I would exercise a call option if it was in-the-money (and the expiration date allowed me to do so). For example, if the current price of one share at Bui, INC was $25 and I exercised a call option that had a strike price of $20 then I would essentially make $5 (if I bought it at $20 and immediately sold it for $25). Alternatively, if I had a call option with a strike price of $30 then the contract would be out-of-the-money since I would rather buy one share at the market rate of $25 than to exercise the option and buy a share for $30.

The Black-Scholes equation is an indecipherable beast to most, but the important idea is that you can essentially break it down to this relationship:

option price = f(strike price, interest rate, underlying price, expiration date, volatility)

*reading between the lines, options are like trading volatility since all four other parameters are either set or known at the time an option contract is traded.

Other ways to think of Black-Scholes:

closed-form solution – this is to say, the option contract can be accurately valued and is *not* an arbitrary price.

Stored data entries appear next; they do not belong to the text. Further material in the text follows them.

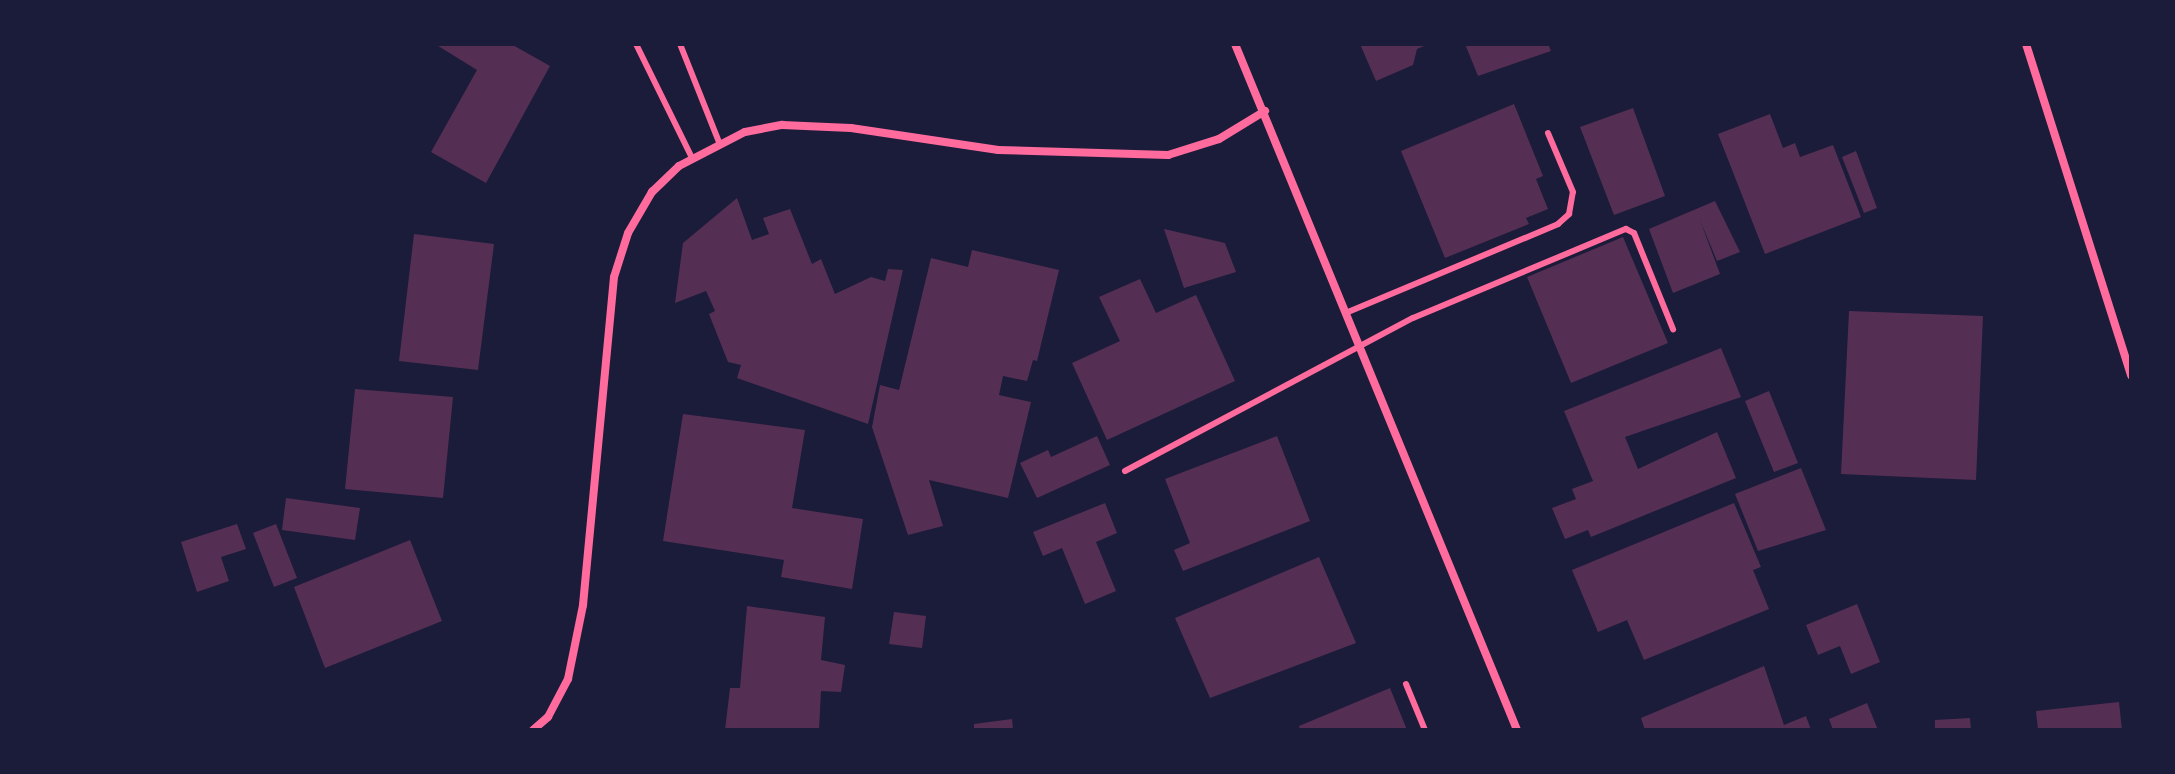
<!DOCTYPE html>
<html>
<head>
<meta charset="utf-8">
<style>
  body { margin:0 }
  #map { position:relative; width:2175px; height:774px; overflow:hidden; background:#1b1b3a; font-family:"Asap Condensed",sans-serif }
  div>[style] { position:absolute }
  [style*='--x'] { left:calc(var(--x)*1px); top:calc(var(--y)*1px); width:calc(var(--w)*1px); rotate:calc(var(--a)*1deg) }
  .building>* { inset:0; background:#542f53 }
  .service>* { height:6px; margin:-3px; padding:0 3px; transform-origin:3px; border-radius:3px; background:#ff6b9d }
  .minor>* { height:8px; margin:-4px; padding:0 4px; transform-origin:4px; border-radius:4px; background:#ff6b9d }
  span { translate:-50% -50%; white-space:nowrap; text-align:center; line-height:1.15; -webkit-text-stroke:6px #1b1b3a; paint-order:stroke }
  .frame { position:absolute; inset:0; border:46px solid #1b1b3a; pointer-events:none }
</style>
</head>
<body>
<div id="map">
  <div class="building">
    <div style="clip-path:polygon(435px 44px,511px 44px,550px 66px,486px 183px,431px 152px,477px 70px)"></div>
    <div style="clip-path:polygon(1360px 44px,1429px 44px,1417px 49px,1413px 65px,1376px 81px)"></div>
    <div style="clip-path:polygon(1465px 44px,1548px 44px,1551px 51px,1478px 76px)"></div>
    <div style="clip-path:polygon(1514px 104px,1543px 176px,1536px 179px,1548px 209px,1526px 218px,1529px 224px,1445px 258px,1401px 151px)"></div>
    <div style="clip-path:polygon(1633px 108px,1665px 196px,1614px 215px,1580px 127px)"></div>
    <div style="clip-path:polygon(1770px 114px,1783px 148px,1795px 143px,1800px 157px,1833px 145px,1861px 217px,1765px 254px,1718px 134px)"></div>
    <div style="clip-path:polygon(1856px 151px,1877px 208px,1864px 213px,1842px 157px)"></div>
    <div style="clip-path:polygon(737px 198px,752px 240px,769px 234px,763px 218px,790px 209px,812px 264px,821px 259px,835px 294px,871px 277px,885px 281px,888px 269px,903px 270px,868px 424px,737px 378px,741px 365px,728px 362px,709px 314px,715px 311px,706px 291px,675px 303px,683px 243px)"></div>
    <div style="clip-path:polygon(1715px 201px,1740px 252px,1717px 261px,1700px 220px,1720px 274px,1673px 293px,1649px 229px)"></div>
    <div style="clip-path:polygon(1164px 229px,1225px 243px,1236px 272px,1184px 288px)"></div>
    <div style="clip-path:polygon(414px 234px,494px 244px,478px 370px,399px 361px)"></div>
    <div style="clip-path:polygon(1623px 237px,1668px 343px,1571px 383px,1527px 277px)"></div>
    <div style="clip-path:polygon(972px 250px,1059px 270px,1037px 361px,1033px 360px,1027px 381px,1003px 376px,999px 395px,1031px 402px,1008px 498px,929px 480px,943px 526px,908px 535px,872px 427px,880px 385px,899px 390px,931px 258px,968px 267px)"></div>
    <div style="clip-path:polygon(1140px 279px,1156px 313px,1196px 295px,1235px 381px,1107px 440px,1072px 363px,1120px 341px,1099px 297px)"></div>
    <div style="clip-path:polygon(1849px 311px,1983px 316px,1976px 480px,1841px 474px)"></div>
    <div style="clip-path:polygon(1721px 348px,1741px 397px,1625px 437px,1638px 469px,1717px 432px,1736px 478px,1591px 537px,1588px 530px,1565px 539px,1552px 508px,1576px 499px,1572px 489px,1593px 481px,1564px 411px)"></div>
    <div style="clip-path:polygon(355px 389px,453px 397px,443px 498px,345px 489px)"></div>
    <div style="clip-path:polygon(1769px 391px,1798px 463px,1774px 472px,1745px 401px)"></div>
    <div style="clip-path:polygon(683px 414px,805px 430px,792px 508px,863px 519px,852px 589px,781px 577px,784px 560px,663px 541px)"></div>
    <div style="clip-path:polygon(1097px 436px,1110px 465px,1037px 498px,1020px 463px,1048px 450px,1051px 457px)"></div>
    <div style="clip-path:polygon(1277px 436px,1310px 521px,1183px 571px,1174px 550px,1190px 543px,1165px 479px)"></div>
    <div style="clip-path:polygon(1801px 468px,1826px 530px,1758px 551px,1735px 494px)"></div>
    <div style="clip-path:polygon(286px 498px,360px 508px,355px 540px,282px 530px)"></div>
    <div style="clip-path:polygon(1105px 503px,1117px 533px,1096px 542px,1116px 591px,1085px 604px,1062px 548px,1043px 556px,1033px 532px)"></div>
    <div style="clip-path:polygon(1734px 503px,1761px 567px,1753px 570px,1769px 609px,1644px 660px,1627px 620px,1598px 632px,1572px 570px)"></div>
    <div style="clip-path:polygon(237px 524px,246px 549px,221px 557px,229px 581px,197px 592px,181px 542px)"></div>
    <div style="clip-path:polygon(276px 524px,297px 578px,274px 587px,253px 533px)"></div>
    <div style="clip-path:polygon(410px 540px,442px 621px,325px 668px,294px 587px)"></div>
    <div style="clip-path:polygon(1319px 557px,1356px 643px,1210px 698px,1175px 618px)"></div>
    <div style="clip-path:polygon(1857px 604px,1880px 662px,1851px 674px,1840px 646px,1818px 655px,1806px 625px)"></div>
    <div style="clip-path:polygon(747px 606px,825px 617px,821px 660px,845px 665px,841px 692px,821px 691px,819px 730px,725px 730px,730px 688px,740px 688px)"></div>
    <div style="clip-path:polygon(894px 612px,926px 616px,922px 648px,889px 644px)"></div>
    <div style="clip-path:polygon(1764px 666px,1784px 725px,1806px 716px,1811px 730px,1645px 730px,1641px 718px)"></div>
    <div style="clip-path:polygon(1390px 688px,1407px 730px,1300px 730px,1299px 726px)"></div>
    <div style="clip-path:polygon(2119px 702px,2122px 730px,2038px 730px,2036px 711px)"></div>
    <div style="clip-path:polygon(1867px 703px,1878px 730px,1833px 730px,1829px 719px)"></div>
    <div style="clip-path:polygon(1970px 718px,1971px 730px,1935px 730px,1935px 720px)"></div>
    <div style="clip-path:polygon(1012px 719px,1013px 730px,974px 730px,974px 724px)"></div>
  </div>
  <div class="service">
    <div style="--x:636;--y:44;--w:127;--a:63.8"></div>
    <div style="--x:680;--y:44;--w:105;--a:68.3"></div>
    <div style="--x:1348;--y:312;--w:228;--a:-22.7"></div>
    <div style="--x:1558;--y:224;--w:15;--a:-42"></div>
    <div style="--x:1569;--y:214;--w:22;--a:-80"></div>
    <div style="--x:1573;--y:192;--w:64;--a:-113"></div>
    <div style="--x:1125;--y:471;--w:326;--a:-28"></div>
    <div style="--x:1413;--y:318;--w:231;--a:-22.7"></div>
    <div style="--x:1626;--y:229;--w:9;--a:27"></div>
    <div style="--x:1634;--y:233;--w:104;--a:67.9"></div>
    <div style="--x:1406;--y:684;--w:50;--a:67.6"></div>
  </div>
  <div class="minor">
    <div style="--x:1235;--y:44;--w:742;--a:67.65"></div>
    <div style="--x:2026;--y:44;--w:348;--a:72.4"></div>
    <div style="--x:533;--y:730;--w:20;--a:-41"></div>
    <div style="--x:548;--y:717;--w:43;--a:-62.2"></div>
    <div style="--x:568;--y:679;--w:76;--a:-78.5"></div>
    <div style="--x:583;--y:605;--w:329;--a:-84.6"></div>
    <div style="--x:614;--y:277;--w:46;--a:-72.3"></div>
    <div style="--x:628;--y:233;--w:48;--a:-59.7"></div>
    <div style="--x:652;--y:192;--w:37;--a:-44"></div>
    <div style="--x:679;--y:166;--w:74;--a:-27.3"></div>
    <div style="--x:745;--y:132;--w:38;--a:-11"></div>
    <div style="--x:782;--y:125;--w:69;--a:2.5"></div>
    <div style="--x:851;--y:128;--w:149;--a:8.5"></div>
    <div style="--x:998;--y:150;--w:170;--a:1.7"></div>
    <div style="--x:1168;--y:155;--w:53;--a:-17.4"></div>
    <div style="--x:1219;--y:139;--w:54;--a:-31.3"></div>
  </div>
  <div class="frame"></div>
</div>
</body>
</html>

the arbitrage-free pricing of an option contract – that is to say, if you took the premium paid to you for an option and actively managed it (bought/sold equivalent forward contracts and essentially made the right investment decisions) you would have the same overall outcome.

Keep in mind that exchanges handle all of these trades. Especially with options, there is a lot of leverage at play. For example, who is to prevent you from selling 3,000 call options tomorrow and running off with the premiums? It is the exchange’s job to do that by margin calls / ensuring that you can cover your position. In doing this, I believe they essentially evaluate your position vs. the settle price at the end of each trade daty. Also keep in mind that most option contracts are cash-settled in that they usually don’t involve the changing of hands of the underlying. Instead, the parties pay the difference in the contract instead of physically trading a share of Bui, INC.